As Freeman and I are drinking Cascara Fizzes, a $3 soda Blue Bottle makes out of tea from coffee cherry husks and lemon (“This is the best Arnold Palmer I’ve ever had,” says Freeman, defensively, about producing something so far afield from pure coffee. “It’s not like, ‘What about pumpkin in our coffee!’ ”), a customer approaches. Andrea Restrepo asks if she can open a Blue Bottle franchise in Newport, R.I., which of course she cannot, since franchising would take away way too much control from Freeman. Restrepo compliments the stores’ subtle signage, which makes them hard to find, imbuing them with an exclusive, in-the-know feeling. Freeman explains that isn’t the point. He actually bought a big, $400 flag for this store, but, he says, “the background was too gray. We’re not good at signs. We should have bigger signs. It’s not from the perspective of being exclusive or hard to find. I just haven’t found a sign I’m into. I don’t like extra stuff.”

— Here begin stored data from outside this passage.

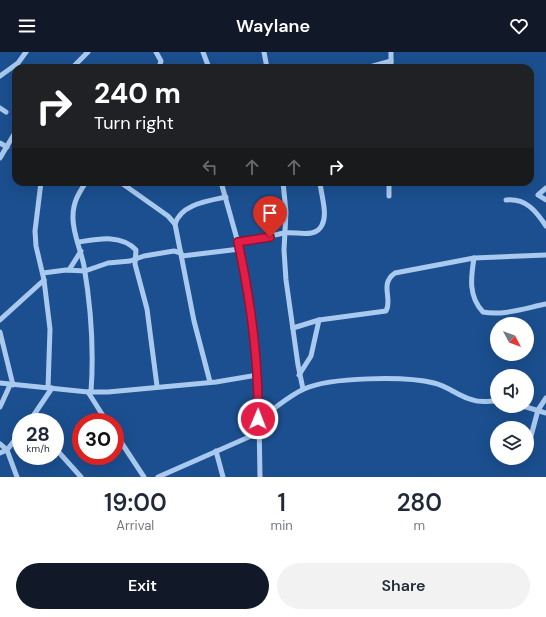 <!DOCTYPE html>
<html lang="en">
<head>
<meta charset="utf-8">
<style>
	:root { --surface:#fff; --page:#f2f2f3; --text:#1f2937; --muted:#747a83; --accent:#111827 }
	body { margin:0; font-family:"DM Sans",sans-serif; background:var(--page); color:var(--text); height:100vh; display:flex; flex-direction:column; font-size:15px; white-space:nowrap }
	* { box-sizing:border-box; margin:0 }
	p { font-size:13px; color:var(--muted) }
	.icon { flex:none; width:22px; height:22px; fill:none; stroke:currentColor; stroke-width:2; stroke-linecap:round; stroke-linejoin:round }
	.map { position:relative; height:425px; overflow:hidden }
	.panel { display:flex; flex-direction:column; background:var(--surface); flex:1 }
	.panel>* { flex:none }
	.guide { position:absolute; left:12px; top:12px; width:522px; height:122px; border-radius:12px; box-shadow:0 4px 16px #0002; background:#202124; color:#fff; overflow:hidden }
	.needle { width:26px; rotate:131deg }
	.tools { position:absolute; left:490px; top:265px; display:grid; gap:8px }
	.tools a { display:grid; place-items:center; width:44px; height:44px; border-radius:50%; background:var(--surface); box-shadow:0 4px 16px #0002; font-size:20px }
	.speed { position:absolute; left:12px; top:361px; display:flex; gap:8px; font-size:20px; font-weight:700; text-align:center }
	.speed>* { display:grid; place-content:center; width:52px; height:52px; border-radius:50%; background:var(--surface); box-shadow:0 4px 16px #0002; line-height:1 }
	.speed small { font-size:10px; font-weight:400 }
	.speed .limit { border:6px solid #d22; background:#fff; color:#111 }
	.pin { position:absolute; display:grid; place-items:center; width:34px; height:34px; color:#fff; margin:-41px -17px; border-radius:50% 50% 50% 0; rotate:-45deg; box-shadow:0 0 4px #0007 }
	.pin .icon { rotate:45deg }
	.me { position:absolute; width:44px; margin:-22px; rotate:1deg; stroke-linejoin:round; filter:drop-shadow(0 0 3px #0008) }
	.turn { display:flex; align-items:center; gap:14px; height:84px; padding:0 16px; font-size:18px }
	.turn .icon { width:52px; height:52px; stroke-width:2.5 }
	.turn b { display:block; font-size:28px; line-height:34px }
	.lanes { display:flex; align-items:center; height:38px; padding:0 16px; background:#0003; justify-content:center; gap:20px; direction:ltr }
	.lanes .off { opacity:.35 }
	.eta { display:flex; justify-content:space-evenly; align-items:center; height:68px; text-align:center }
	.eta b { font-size:24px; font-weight:600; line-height:28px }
	.primary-button { display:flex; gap:8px; margin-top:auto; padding:8px 16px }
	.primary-button a { flex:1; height:46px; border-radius:24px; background:var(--accent); color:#fff; font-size:16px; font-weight:600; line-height:46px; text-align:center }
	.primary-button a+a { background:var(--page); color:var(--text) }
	header { display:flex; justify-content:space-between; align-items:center; height:52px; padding:0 16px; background:var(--accent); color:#fff; font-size:18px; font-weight:600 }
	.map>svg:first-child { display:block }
</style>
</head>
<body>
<header><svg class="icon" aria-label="menu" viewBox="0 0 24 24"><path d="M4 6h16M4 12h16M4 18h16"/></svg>Waylane<svg class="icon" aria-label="heart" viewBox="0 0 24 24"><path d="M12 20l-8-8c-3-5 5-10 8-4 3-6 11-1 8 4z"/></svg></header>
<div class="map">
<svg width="546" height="425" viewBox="0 0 546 425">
	<rect width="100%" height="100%" fill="#1b4f8f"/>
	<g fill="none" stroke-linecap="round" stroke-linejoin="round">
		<g stroke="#a9c9ee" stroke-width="5">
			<path d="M156,0L161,9L159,16"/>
			<path d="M203,0L209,16"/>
			<path d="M264,0L267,16"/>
			<path d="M72,16L88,0"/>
			<path d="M366,16L391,9"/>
			<path d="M391,16V0"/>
			<path d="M0,24L18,11L26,0"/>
			<path d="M0,56L6,60"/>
			<path d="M0,91L7,95"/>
			<path d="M0,106L16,79"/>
			<path d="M41,130L35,179L36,194L44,228L50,277L48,336"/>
			<path d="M86,130C79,141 73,150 73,164C72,180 81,198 84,214C91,255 94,298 91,340"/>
			<path d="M120,130L168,164L175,172L194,269L210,330"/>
			<path d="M221,130L244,212L255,286L258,309L260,425"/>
			<path d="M283,130L286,160L284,198L286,228L298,313L303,337"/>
			<path d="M389,130V144"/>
			<path d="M546,136L538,143L546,148"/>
			<path d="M506,148C526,146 536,159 546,174"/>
			<path d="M175,172C181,152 208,149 226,145"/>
			<path d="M79,190C98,187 121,182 136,198L135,212L147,257L157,334"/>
			<path d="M238,190C254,188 269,184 284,181C295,179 316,187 322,173C328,162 321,143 320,130"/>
			<path d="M182,204L240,197"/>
			<path d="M474,206C471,225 468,244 483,260C503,264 526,256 546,252"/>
			<path d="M69,218L81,199"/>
			<path d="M43,221L66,218L85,219L108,211L130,209L144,204L174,199L181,201"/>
			<path d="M0,268L44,228"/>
			<path d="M293,276L319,268L386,259C393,247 379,232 395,221L474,206L546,203"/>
			<path d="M0,280L13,333"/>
			<path d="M299,323L311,304L319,268"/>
			<path d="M0,331L88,340H108L216,330L258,323"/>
			<path d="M88,340L107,370"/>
			<path d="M523,354L546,361"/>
			<path d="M0,355L10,333"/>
			<path d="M258,367C274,358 288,344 304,337C330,325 406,324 434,331C448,334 459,345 473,348C481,351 489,349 497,349"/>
			<path d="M29,370L52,336"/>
			<path d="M115,381L144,425"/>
			<path d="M0,392L7,398L17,425"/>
			<path d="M55,396L81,425"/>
			<path d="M216,399L223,425"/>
			<path d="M527,399L538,358L546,346"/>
			<path d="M0,401L7,398L21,380"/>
			<path d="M158,425L258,381"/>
		</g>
	</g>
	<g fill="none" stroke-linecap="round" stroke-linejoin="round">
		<g stroke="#92132f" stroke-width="10">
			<path id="route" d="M258,367C259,306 251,250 238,190L270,185"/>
		</g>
		<use href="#route" stroke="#e11d48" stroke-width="7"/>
	</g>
</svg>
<div class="tools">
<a><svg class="needle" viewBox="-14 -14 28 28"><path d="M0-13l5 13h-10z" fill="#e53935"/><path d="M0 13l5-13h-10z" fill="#747a83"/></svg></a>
<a><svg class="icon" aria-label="sound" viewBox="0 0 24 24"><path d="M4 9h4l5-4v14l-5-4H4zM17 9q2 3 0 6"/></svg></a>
<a><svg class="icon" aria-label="layers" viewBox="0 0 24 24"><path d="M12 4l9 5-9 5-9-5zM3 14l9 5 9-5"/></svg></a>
</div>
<div class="speed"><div>28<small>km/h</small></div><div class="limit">30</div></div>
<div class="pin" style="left:270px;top:185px;background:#d93025"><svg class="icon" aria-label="arrive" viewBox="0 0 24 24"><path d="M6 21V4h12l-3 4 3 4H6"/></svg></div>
<svg class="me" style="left:258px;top:367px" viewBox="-20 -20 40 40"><circle r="17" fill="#e11d48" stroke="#fff" stroke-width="3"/><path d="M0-11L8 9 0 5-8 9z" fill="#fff"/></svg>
<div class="guide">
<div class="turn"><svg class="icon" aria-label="right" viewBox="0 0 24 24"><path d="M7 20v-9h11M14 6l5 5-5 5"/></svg><div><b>240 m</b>Turn right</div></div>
<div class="lanes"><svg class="icon off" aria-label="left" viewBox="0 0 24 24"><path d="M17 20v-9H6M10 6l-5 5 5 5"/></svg><svg class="icon off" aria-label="ahead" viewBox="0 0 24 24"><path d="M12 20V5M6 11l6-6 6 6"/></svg><svg class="icon off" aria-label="ahead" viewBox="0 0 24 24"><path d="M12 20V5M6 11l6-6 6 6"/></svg><svg class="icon" aria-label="right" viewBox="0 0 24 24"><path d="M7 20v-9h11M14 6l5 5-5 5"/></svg></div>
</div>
</div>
<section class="panel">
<div class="eta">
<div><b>19:00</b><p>Arrival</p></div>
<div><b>1</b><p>min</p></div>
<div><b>280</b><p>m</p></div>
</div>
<div class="primary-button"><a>Exit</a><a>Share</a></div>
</section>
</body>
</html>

The drinks at this location are made behind one huge stainless steel table with only seven thin pipes connecting it to the ground, through which all the electricity, water, and data travel. Freeman points out a design flaw that he couldn’t get around because of health code rules; it takes me almost a minute to even see it: Two of the seven pipes have tiny washers on them. “They don’t ruin it for me,” Freeman says, though they clearly do. When I ask him what would be the highest price people will pay for a cup of coffee, he starts to answer but quickly becomes distracted by something far more interesting to him, which is how to make a perfect sign. “I’ve never liked blackboards, so that’s been a challenge. How do you express a menu that changes constantly? It’s pretty inexpensive to print on wood slats. We’ve got the next several months [of bean selections] printed on wood.” Then, before I can repeat my question about coffee economics, he’s got his iPhone out, searching for photos he’s taken of Japanese noodle shops with their menus written on hanging wooden slats. It would be sad to stop him. Plus, it wouldn’t work. Freeman can’t focus on economics. He’s got details to attend to. He’s going to have that cash for a good long while.